Have a Nice Day!が魅せたユートピア

15時のORANGE SIDE STAGEにHave a Nice Day!(以下、ハバナイ)の浅見北斗(Vo)が登場すると、MC土龍とのお約束「シンガロングは絶対にマスクを外すなよ。外したら浅見をスタッフ全員でボコすからな」に従って、観客は上に跳ねたり、準備体操、靴を脱ぎ出す。ハバナイのライヴは、彼らのジャンルに囚われないサウンドに観客が踊り狂うのが特徴だ。浅見の「Have a Nice Day!はじめます」の掛け声を合図に“ファウスト”が始まる。

「君はファウスト/悪魔たちと踊っている」……ハバナイといえば、の引きの強いメロディ・ラインをぐっと胸に抱え、マスク越しに許された小さなシンガ・ロングを口パクでする。直接聴こえてきたわけではないが、きっとこの瞬間、皆が歌っていたと思う。会場のルールと決められたスペースを守った上で歌い踊り狂うお客さんの姿は、まさに悪魔たちが踊っているようであった。

赤いスポットライトに照らされてはじまる“LOCK DOWN”、続く“僕らの時代”の流れに意図があったかは分からないが、宣言後に発令された、東京アラートによる赤色にライトアップされたレインボーブリッジを思い出した。不要な外出を控えるよう言われて、生活に不要だと言われたライヴに行くことを憚られたあのときから現在、自分の意思でライヴに来て踊ることができている。ライヴ・ハウスを出れば、まだ制限のある世界。せめてハバナイの見せるステージは、ユートピアだと思って踊り狂っていたい。そう考えると後の“ビューティフルライフ”、“Night Rainbow”は、曲のなかだけでも、素晴らしい景色を味わわせたいというハバナイの気概を感じた。
とくに“Night Rainbow”は、サポート・メンバーによるコーラス、強靭なリズム運びと、曲のきらめきが浅見の歌声にかっちりとハマっていて、とても眩しかった。チャンシマ脱退後、現体制初のボロフェスタで、今の彼らを象徴するようなプレイだったと思う。

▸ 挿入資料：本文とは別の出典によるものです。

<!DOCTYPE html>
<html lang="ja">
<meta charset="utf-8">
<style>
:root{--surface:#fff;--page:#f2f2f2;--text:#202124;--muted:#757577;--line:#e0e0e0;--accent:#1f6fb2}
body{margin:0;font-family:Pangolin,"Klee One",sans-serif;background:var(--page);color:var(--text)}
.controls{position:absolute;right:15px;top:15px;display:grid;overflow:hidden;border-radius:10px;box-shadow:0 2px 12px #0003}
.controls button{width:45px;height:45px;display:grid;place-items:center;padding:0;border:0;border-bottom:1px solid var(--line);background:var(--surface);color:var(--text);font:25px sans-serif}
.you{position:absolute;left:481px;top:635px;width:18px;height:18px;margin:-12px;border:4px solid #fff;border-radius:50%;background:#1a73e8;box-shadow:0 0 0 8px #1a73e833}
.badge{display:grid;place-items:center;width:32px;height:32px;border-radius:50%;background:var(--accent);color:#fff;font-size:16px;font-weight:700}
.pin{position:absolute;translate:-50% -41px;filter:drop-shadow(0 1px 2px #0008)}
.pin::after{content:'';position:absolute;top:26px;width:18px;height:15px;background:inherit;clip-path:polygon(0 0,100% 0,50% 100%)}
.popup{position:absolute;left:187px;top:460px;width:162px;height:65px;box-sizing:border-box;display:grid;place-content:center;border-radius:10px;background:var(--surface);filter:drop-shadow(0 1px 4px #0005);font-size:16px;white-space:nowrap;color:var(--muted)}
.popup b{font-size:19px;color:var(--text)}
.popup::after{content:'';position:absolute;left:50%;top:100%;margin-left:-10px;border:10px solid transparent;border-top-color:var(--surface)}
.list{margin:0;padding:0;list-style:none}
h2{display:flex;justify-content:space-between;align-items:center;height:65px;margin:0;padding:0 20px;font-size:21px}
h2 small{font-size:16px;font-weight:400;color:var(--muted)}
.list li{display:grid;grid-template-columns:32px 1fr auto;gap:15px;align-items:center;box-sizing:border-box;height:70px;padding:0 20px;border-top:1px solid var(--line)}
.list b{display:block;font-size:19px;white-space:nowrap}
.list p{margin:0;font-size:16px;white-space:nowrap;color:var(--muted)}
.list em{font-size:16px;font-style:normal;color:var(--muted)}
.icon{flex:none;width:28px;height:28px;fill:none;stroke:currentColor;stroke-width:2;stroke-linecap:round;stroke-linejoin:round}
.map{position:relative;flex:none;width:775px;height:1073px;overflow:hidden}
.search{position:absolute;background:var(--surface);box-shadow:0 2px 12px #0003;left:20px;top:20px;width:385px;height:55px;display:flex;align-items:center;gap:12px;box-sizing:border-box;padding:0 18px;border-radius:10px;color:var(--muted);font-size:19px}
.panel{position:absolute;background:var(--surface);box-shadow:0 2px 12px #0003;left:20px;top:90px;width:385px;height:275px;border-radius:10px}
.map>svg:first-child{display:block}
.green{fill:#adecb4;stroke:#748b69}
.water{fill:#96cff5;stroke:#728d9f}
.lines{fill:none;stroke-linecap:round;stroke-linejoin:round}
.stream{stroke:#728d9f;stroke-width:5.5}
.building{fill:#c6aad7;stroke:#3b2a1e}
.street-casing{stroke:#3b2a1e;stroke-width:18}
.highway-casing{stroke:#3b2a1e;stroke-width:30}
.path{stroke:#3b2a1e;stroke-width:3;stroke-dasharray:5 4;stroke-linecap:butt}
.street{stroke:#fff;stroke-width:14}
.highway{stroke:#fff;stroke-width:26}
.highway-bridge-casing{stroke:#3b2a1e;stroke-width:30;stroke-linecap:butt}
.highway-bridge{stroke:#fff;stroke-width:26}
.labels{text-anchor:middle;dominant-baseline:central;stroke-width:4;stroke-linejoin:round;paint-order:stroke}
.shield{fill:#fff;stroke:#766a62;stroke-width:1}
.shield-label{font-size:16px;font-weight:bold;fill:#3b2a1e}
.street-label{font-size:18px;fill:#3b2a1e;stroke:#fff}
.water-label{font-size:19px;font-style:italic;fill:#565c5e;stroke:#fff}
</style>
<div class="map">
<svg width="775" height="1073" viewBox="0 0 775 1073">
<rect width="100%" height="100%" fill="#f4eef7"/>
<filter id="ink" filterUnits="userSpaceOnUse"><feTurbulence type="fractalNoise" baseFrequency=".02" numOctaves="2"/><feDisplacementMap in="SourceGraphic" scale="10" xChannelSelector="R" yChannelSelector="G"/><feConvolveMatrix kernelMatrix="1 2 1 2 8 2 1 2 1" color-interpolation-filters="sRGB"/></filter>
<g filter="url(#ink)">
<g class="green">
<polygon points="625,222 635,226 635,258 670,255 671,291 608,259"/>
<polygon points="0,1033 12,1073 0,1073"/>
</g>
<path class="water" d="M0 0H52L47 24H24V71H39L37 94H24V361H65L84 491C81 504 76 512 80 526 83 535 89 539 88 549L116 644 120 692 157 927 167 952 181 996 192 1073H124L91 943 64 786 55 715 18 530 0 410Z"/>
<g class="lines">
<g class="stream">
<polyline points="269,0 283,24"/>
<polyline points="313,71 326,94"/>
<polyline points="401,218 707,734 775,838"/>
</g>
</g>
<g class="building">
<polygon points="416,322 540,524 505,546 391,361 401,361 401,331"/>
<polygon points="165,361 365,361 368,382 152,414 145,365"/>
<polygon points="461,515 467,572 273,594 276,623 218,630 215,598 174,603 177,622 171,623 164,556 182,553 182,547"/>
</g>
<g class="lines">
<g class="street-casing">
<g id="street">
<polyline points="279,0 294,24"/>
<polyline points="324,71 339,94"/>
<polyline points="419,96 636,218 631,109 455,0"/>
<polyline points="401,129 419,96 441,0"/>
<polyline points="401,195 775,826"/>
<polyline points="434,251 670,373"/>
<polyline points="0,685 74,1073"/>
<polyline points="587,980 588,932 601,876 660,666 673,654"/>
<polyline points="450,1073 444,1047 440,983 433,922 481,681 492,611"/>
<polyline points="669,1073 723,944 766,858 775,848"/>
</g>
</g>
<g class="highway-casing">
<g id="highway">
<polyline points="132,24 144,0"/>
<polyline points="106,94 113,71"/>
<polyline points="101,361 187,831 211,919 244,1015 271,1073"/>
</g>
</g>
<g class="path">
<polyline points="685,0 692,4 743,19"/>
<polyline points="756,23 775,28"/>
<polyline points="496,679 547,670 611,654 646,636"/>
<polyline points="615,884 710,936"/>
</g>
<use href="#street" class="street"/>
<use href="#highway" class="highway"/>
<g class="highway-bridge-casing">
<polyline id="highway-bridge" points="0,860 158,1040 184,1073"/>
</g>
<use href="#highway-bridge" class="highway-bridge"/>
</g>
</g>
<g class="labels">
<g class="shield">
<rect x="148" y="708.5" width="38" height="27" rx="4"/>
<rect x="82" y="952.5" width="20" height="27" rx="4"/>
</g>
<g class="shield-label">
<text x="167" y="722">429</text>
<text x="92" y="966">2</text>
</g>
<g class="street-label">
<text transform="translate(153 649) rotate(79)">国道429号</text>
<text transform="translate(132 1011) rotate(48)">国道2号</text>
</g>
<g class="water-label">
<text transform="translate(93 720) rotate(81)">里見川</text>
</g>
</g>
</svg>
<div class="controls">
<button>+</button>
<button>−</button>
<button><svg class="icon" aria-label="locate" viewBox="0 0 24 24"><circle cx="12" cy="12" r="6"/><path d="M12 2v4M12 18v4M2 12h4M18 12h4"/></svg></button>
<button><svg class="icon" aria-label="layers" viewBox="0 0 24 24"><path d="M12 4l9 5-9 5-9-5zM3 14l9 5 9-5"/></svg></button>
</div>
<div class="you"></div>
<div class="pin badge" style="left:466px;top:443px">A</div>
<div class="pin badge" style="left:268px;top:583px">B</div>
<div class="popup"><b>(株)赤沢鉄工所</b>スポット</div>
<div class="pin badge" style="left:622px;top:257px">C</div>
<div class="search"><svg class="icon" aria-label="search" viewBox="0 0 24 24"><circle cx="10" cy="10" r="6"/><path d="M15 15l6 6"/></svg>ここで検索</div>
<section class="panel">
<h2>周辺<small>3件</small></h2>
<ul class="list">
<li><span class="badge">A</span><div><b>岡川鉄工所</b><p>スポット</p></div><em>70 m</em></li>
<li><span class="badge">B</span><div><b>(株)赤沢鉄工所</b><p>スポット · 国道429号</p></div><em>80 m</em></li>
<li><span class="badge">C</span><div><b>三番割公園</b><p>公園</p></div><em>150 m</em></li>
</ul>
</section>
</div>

ラストに披露した“LOVE SUPREME”まで踊り狂う観客に、キレッキレのアジテーションで応えるHave a Nice Day!。決まりのなかで行われたステージにも関わらず、彼らと観客のパーティがより素晴らしいものに更新されたのは間違いなかった。彼らとまたライヴ・ハウスでシンガロングできることを夢見る。